Stored items
━━━━

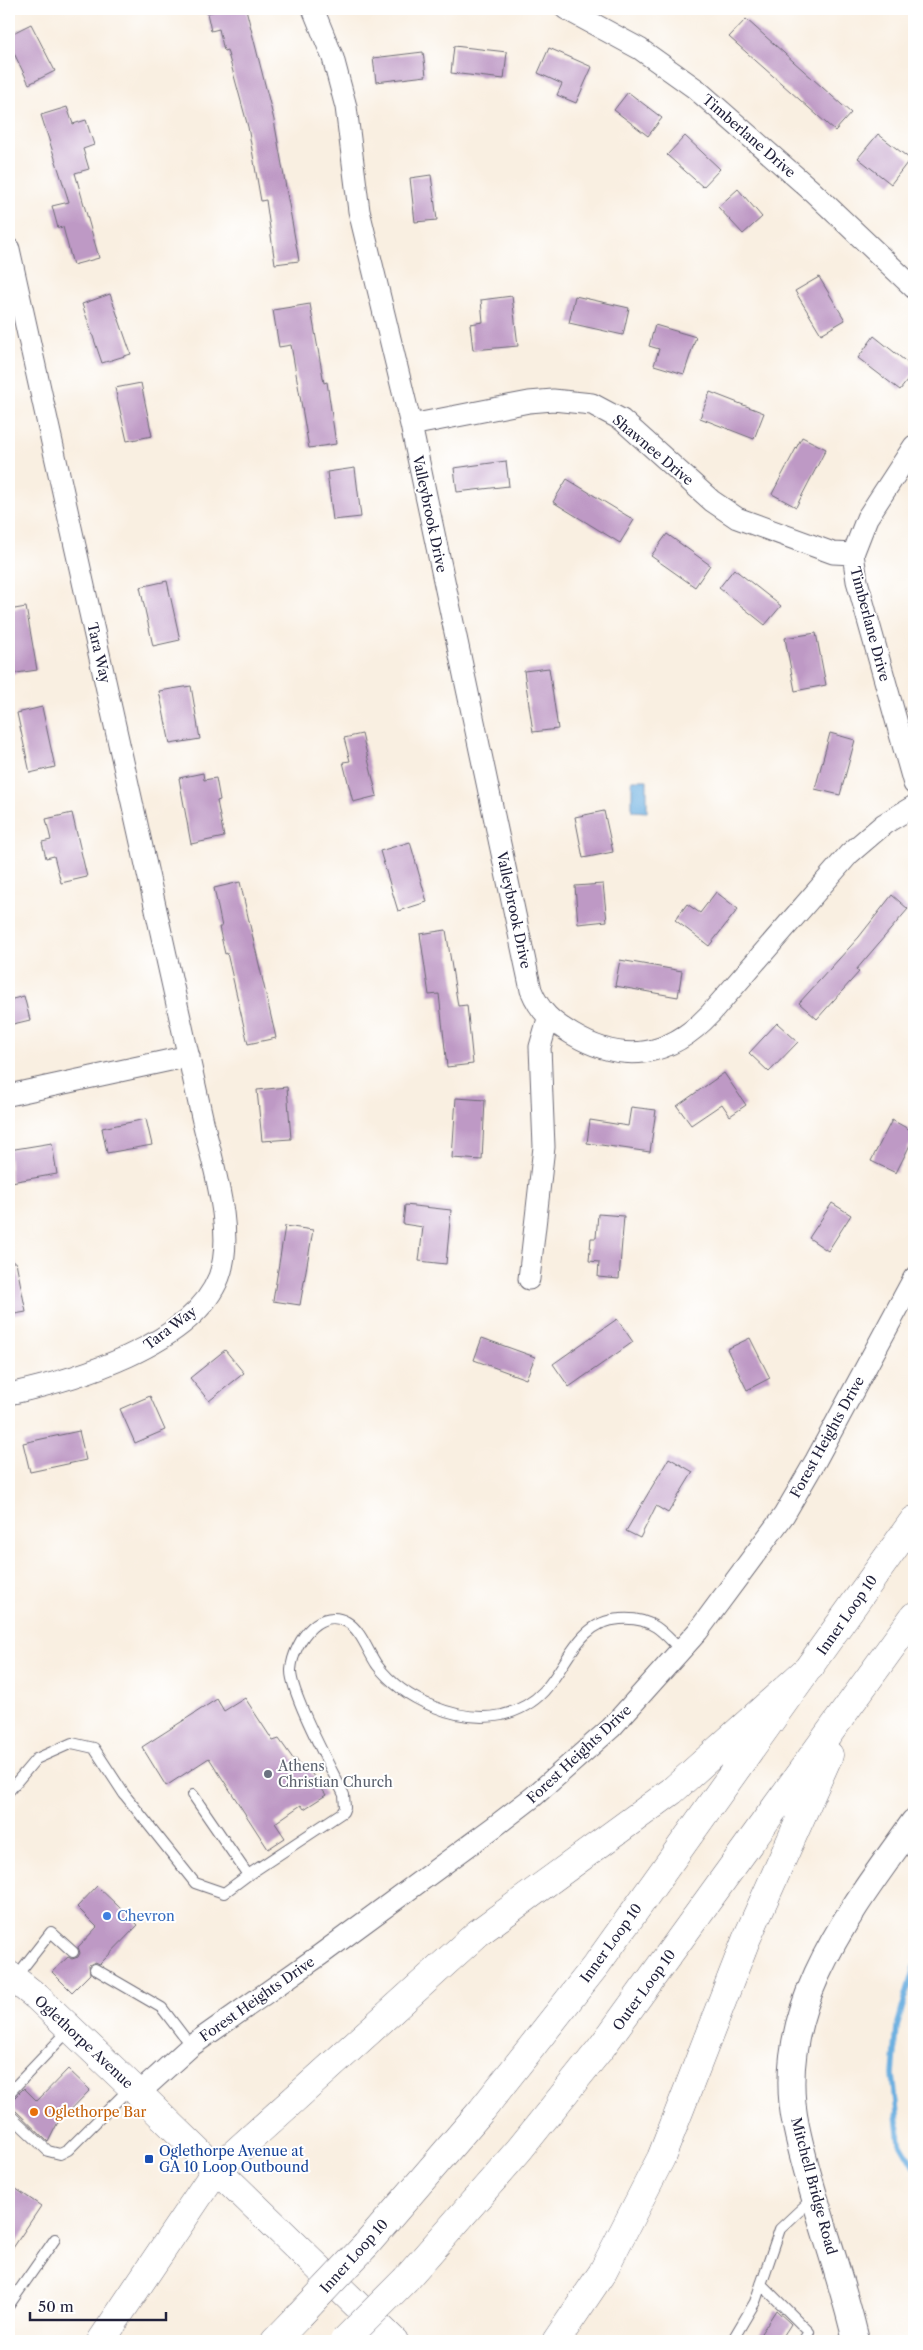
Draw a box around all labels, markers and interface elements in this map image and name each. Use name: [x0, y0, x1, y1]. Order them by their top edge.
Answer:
street label: Timberlane Drive: [699, 90, 800, 182]
street label: Shawnee Drive: [609, 411, 697, 489]
street label: Valleybrook Drive: [409, 453, 451, 574]
street label: Timberlane Drive: [846, 565, 894, 683]
street label: Tara Way: [83, 621, 115, 685]
street label: Valleybrook Drive: [493, 849, 535, 970]
street label: Tara Way: [140, 1302, 200, 1354]
street label: Forest Heights Drive: [786, 1373, 868, 1501]
street label: Inner Loop 10: [813, 1571, 881, 1658]
street label: Forest Heights Drive: [523, 1701, 635, 1807]
place label: Athens Christian Church: [277, 1757, 393, 1791]
marker: Athens Christian Church: [262, 1768, 274, 1780]
street label: Inner Loop 10: [576, 1900, 646, 1986]
place label: Chevron: [117, 1907, 175, 1925]
marker: Chevron: [101, 1910, 113, 1922]
street label: Outer Loop 10: [609, 1946, 680, 2034]
street label: Forest Heights Drive: [196, 1952, 318, 2046]
street label: Oglethorpe Avenue: [31, 1992, 137, 2093]
place label: Oglethorpe Bar: [44, 2103, 147, 2121]
marker: Oglethorpe Bar: [28, 2106, 40, 2118]
street label: Mitchell Bridge Road: [787, 2115, 841, 2257]
place label: Oglethorpe Avenue at GA 10 Loop Outbound: [159, 2142, 309, 2176]
marker: Oglethorpe Avenue at GA 10 Loop Outbound: [143, 2153, 155, 2165]
street label: Inner Loop 10: [316, 2215, 392, 2297]
scale bar: [30, 2290, 166, 2322]
text: 50 m: [38, 2297, 74, 2316]

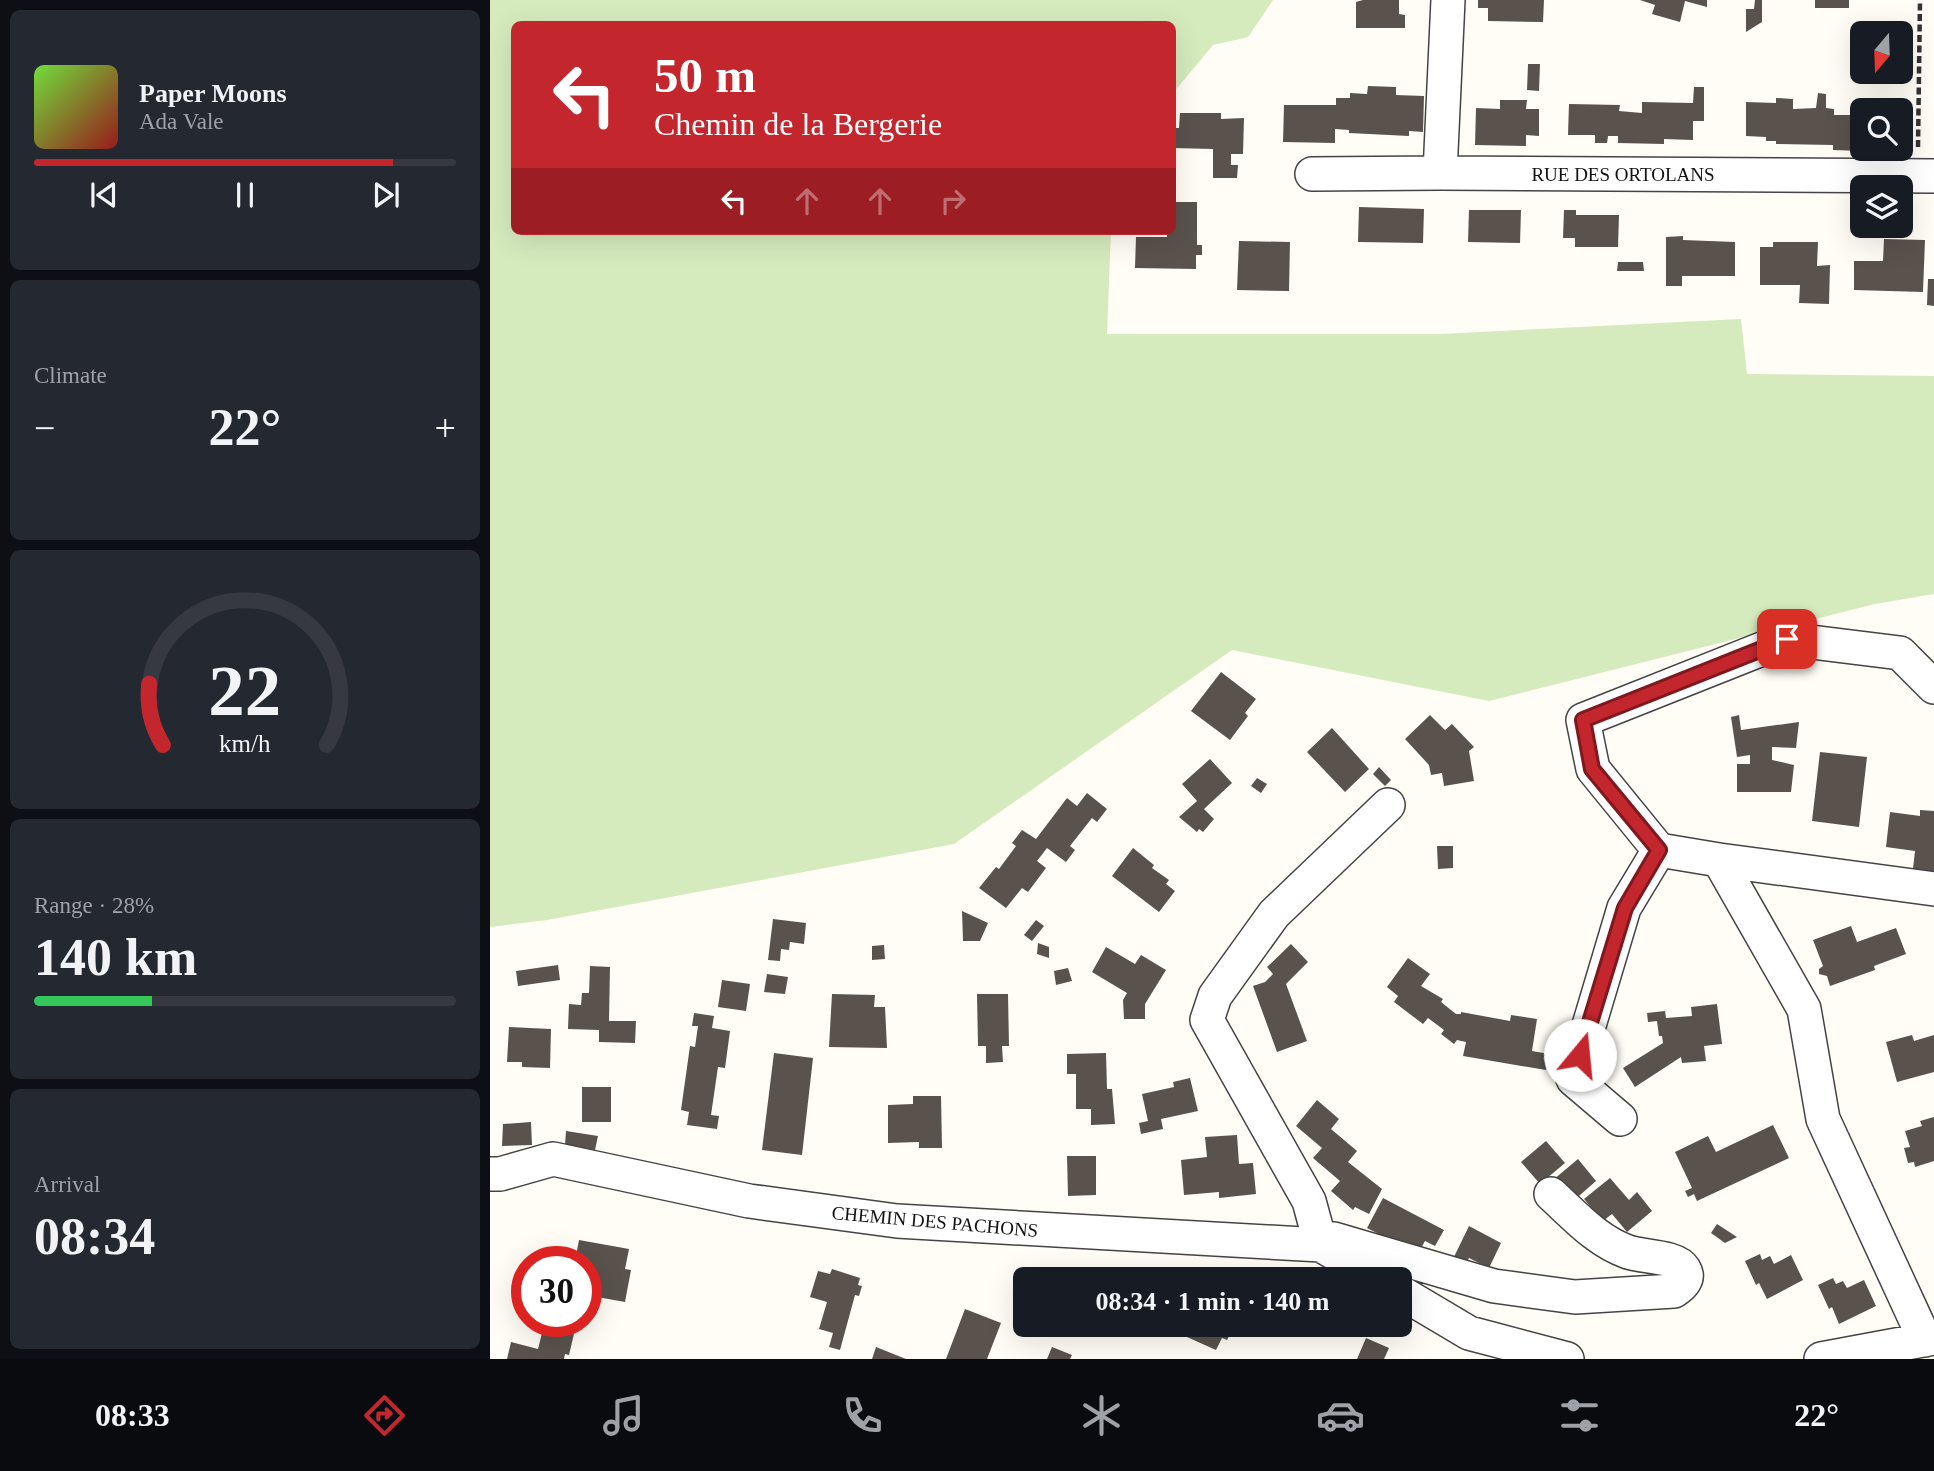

━━━━

## Task details
Your answer must be the full set of entries, set down exactly and without pictures.

## Solution
Draw a box around all labels, markers and interface elements in this map image and name each. Use name: [x0, y0, x1, y1]. Order them by their top edge.
Answer:
street label: Timberlane Drive: [699, 90, 800, 182]
street label: Shawnee Drive: [609, 411, 697, 489]
street label: Valleybrook Drive: [409, 453, 451, 574]
street label: Timberlane Drive: [846, 565, 894, 683]
street label: Tara Way: [83, 621, 115, 685]
street label: Valleybrook Drive: [493, 849, 535, 970]
street label: Tara Way: [140, 1302, 200, 1354]
street label: Forest Heights Drive: [786, 1373, 868, 1501]
street label: Inner Loop 10: [813, 1571, 881, 1658]
street label: Forest Heights Drive: [523, 1701, 635, 1807]
place label: Athens Christian Church: [277, 1757, 393, 1791]
marker: Athens Christian Church: [262, 1768, 274, 1780]
street label: Inner Loop 10: [576, 1900, 646, 1986]
place label: Chevron: [117, 1907, 175, 1925]
marker: Chevron: [101, 1910, 113, 1922]
street label: Outer Loop 10: [609, 1946, 680, 2034]
street label: Forest Heights Drive: [196, 1952, 318, 2046]
street label: Oglethorpe Avenue: [31, 1992, 137, 2093]
place label: Oglethorpe Bar: [44, 2103, 147, 2121]
marker: Oglethorpe Bar: [28, 2106, 40, 2118]
street label: Mitchell Bridge Road: [787, 2115, 841, 2257]
place label: Oglethorpe Avenue at GA 10 Loop Outbound: [159, 2142, 309, 2176]
marker: Oglethorpe Avenue at GA 10 Loop Outbound: [143, 2153, 155, 2165]
street label: Inner Loop 10: [316, 2215, 392, 2297]
scale bar: [30, 2290, 166, 2322]
text: 50 m: [38, 2297, 74, 2316]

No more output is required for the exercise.